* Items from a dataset
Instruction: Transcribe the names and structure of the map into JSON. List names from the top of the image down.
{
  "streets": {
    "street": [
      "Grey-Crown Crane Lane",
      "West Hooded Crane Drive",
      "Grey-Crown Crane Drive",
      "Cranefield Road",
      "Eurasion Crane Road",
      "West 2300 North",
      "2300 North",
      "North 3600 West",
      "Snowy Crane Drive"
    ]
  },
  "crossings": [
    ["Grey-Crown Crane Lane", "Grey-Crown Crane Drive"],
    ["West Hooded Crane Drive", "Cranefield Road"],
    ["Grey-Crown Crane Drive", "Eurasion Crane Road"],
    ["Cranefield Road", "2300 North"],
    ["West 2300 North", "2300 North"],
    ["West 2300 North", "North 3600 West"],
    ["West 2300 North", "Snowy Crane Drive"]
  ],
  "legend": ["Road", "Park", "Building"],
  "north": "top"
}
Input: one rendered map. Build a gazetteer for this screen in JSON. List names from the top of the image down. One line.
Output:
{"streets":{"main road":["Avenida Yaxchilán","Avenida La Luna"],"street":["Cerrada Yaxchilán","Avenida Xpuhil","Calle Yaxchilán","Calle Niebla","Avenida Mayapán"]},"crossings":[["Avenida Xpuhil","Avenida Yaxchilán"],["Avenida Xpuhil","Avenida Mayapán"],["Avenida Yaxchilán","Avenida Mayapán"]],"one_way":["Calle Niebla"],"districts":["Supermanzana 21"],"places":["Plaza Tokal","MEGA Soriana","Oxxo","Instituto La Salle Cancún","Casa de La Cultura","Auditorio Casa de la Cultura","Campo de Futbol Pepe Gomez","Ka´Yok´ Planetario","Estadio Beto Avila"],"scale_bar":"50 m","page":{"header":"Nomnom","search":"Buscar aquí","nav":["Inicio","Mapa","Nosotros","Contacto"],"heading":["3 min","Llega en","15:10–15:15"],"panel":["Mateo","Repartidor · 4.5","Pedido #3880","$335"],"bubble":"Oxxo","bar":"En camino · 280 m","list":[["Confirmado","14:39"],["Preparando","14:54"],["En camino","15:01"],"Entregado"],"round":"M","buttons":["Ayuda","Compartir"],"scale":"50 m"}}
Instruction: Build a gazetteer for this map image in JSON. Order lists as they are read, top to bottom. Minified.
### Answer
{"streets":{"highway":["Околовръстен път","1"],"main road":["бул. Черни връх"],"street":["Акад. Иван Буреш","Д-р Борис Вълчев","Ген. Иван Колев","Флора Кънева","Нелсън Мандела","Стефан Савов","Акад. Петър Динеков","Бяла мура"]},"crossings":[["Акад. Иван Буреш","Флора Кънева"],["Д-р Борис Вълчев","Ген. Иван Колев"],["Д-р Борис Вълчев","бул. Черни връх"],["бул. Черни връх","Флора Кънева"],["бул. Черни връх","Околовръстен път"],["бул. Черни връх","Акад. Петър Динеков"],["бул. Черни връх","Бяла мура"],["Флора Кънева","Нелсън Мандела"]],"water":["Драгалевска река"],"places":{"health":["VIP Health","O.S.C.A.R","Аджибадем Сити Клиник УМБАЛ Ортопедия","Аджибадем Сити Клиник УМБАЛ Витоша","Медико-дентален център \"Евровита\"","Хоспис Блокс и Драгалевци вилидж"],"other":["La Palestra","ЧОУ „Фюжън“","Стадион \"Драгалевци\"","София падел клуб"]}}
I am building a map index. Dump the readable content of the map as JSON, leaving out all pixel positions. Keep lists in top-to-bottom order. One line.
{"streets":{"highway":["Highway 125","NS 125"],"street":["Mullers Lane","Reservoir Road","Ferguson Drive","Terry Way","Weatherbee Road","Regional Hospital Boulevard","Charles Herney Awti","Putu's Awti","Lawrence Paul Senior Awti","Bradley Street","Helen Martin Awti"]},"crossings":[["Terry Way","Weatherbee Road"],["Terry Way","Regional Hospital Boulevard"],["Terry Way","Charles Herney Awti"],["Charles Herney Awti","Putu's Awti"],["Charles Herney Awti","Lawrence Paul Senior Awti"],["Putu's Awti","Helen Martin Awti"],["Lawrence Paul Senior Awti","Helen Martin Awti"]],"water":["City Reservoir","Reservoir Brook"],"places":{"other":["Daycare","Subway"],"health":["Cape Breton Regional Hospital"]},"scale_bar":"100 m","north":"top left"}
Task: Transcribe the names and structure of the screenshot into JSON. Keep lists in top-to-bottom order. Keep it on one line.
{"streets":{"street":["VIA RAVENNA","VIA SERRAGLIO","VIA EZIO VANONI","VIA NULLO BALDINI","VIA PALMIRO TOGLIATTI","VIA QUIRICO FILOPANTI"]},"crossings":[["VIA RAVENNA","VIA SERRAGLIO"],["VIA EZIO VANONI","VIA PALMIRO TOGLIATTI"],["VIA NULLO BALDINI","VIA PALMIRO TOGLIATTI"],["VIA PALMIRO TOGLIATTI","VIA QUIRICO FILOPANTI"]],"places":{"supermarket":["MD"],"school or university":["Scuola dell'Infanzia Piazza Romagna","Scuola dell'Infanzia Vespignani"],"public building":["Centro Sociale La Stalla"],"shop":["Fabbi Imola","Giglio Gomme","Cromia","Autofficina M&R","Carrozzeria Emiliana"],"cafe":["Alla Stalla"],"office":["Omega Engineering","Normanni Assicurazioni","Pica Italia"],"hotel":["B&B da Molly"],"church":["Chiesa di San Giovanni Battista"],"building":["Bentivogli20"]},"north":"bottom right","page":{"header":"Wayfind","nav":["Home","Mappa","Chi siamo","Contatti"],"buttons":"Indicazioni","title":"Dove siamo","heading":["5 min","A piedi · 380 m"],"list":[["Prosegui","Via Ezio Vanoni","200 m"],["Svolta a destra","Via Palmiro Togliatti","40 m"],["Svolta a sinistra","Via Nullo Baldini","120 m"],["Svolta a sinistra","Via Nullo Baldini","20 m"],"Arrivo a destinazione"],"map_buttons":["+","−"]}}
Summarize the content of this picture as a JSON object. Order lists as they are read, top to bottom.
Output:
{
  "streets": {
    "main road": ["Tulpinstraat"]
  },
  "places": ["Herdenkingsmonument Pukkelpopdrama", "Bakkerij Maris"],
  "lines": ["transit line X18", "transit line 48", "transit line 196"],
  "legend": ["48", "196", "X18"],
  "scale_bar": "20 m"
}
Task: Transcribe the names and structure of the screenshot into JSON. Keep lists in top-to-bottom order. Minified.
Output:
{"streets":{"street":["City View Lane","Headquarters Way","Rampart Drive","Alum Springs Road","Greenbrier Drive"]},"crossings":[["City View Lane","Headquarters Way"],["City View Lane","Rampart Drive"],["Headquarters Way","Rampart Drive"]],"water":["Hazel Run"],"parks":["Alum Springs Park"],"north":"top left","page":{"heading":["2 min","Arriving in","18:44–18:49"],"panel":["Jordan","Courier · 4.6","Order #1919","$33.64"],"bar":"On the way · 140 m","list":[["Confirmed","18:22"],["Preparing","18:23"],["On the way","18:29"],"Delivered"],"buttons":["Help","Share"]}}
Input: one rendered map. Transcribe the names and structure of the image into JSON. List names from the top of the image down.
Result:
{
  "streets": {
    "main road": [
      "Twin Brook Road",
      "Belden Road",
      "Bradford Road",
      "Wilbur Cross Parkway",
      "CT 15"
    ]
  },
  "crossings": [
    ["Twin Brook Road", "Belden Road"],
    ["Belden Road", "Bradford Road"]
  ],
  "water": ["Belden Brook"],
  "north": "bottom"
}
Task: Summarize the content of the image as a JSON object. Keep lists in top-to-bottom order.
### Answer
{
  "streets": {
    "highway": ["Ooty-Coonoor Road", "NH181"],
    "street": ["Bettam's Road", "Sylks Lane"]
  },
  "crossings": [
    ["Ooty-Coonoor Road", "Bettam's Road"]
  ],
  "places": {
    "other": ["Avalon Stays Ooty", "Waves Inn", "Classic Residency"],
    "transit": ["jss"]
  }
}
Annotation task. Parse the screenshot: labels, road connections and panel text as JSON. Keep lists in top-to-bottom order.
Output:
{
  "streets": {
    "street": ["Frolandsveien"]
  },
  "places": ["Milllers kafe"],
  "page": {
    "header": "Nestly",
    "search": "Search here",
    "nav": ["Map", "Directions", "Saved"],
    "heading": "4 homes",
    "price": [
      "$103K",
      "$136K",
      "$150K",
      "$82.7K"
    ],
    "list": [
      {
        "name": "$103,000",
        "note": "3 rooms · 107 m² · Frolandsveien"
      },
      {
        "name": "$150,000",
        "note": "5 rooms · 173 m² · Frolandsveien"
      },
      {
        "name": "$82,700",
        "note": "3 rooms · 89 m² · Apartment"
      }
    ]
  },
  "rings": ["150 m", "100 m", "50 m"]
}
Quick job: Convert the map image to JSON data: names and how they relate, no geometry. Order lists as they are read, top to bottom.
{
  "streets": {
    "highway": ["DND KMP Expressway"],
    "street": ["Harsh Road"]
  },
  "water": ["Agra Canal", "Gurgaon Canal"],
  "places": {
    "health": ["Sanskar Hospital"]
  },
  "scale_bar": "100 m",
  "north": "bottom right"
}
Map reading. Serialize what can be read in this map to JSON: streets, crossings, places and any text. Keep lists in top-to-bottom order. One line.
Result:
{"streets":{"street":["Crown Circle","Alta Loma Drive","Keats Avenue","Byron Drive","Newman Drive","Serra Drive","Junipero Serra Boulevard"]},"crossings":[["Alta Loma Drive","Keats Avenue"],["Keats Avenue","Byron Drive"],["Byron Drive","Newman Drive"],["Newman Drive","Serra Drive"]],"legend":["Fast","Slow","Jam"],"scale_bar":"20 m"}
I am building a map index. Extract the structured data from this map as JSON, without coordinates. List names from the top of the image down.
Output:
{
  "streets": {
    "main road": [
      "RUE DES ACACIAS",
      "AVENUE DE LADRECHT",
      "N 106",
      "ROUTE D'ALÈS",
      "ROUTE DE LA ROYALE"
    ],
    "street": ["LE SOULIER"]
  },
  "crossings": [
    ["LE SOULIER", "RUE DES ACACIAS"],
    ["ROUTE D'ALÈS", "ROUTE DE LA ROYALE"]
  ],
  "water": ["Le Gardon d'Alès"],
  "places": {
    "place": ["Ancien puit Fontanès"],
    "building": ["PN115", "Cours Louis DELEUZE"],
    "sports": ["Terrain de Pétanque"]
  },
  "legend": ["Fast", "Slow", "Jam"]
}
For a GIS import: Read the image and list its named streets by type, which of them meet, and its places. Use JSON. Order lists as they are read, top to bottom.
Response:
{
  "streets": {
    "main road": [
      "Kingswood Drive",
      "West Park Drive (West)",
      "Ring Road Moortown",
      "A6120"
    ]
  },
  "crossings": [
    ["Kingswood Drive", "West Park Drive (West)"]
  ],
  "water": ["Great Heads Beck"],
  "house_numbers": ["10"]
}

* Task brief
Only lines holding the word "text" belong in the answer; copy all of them from the records.

* Written reply
Annotation task. Parse the screenshot: labels, road connections and panel text as JSON. Keep lists in top-to-bottom order.
Map reading. Serialize what can be read in this map to JSON: streets, crossings, places and any text. Keep lists in top-to-bottom order. One line.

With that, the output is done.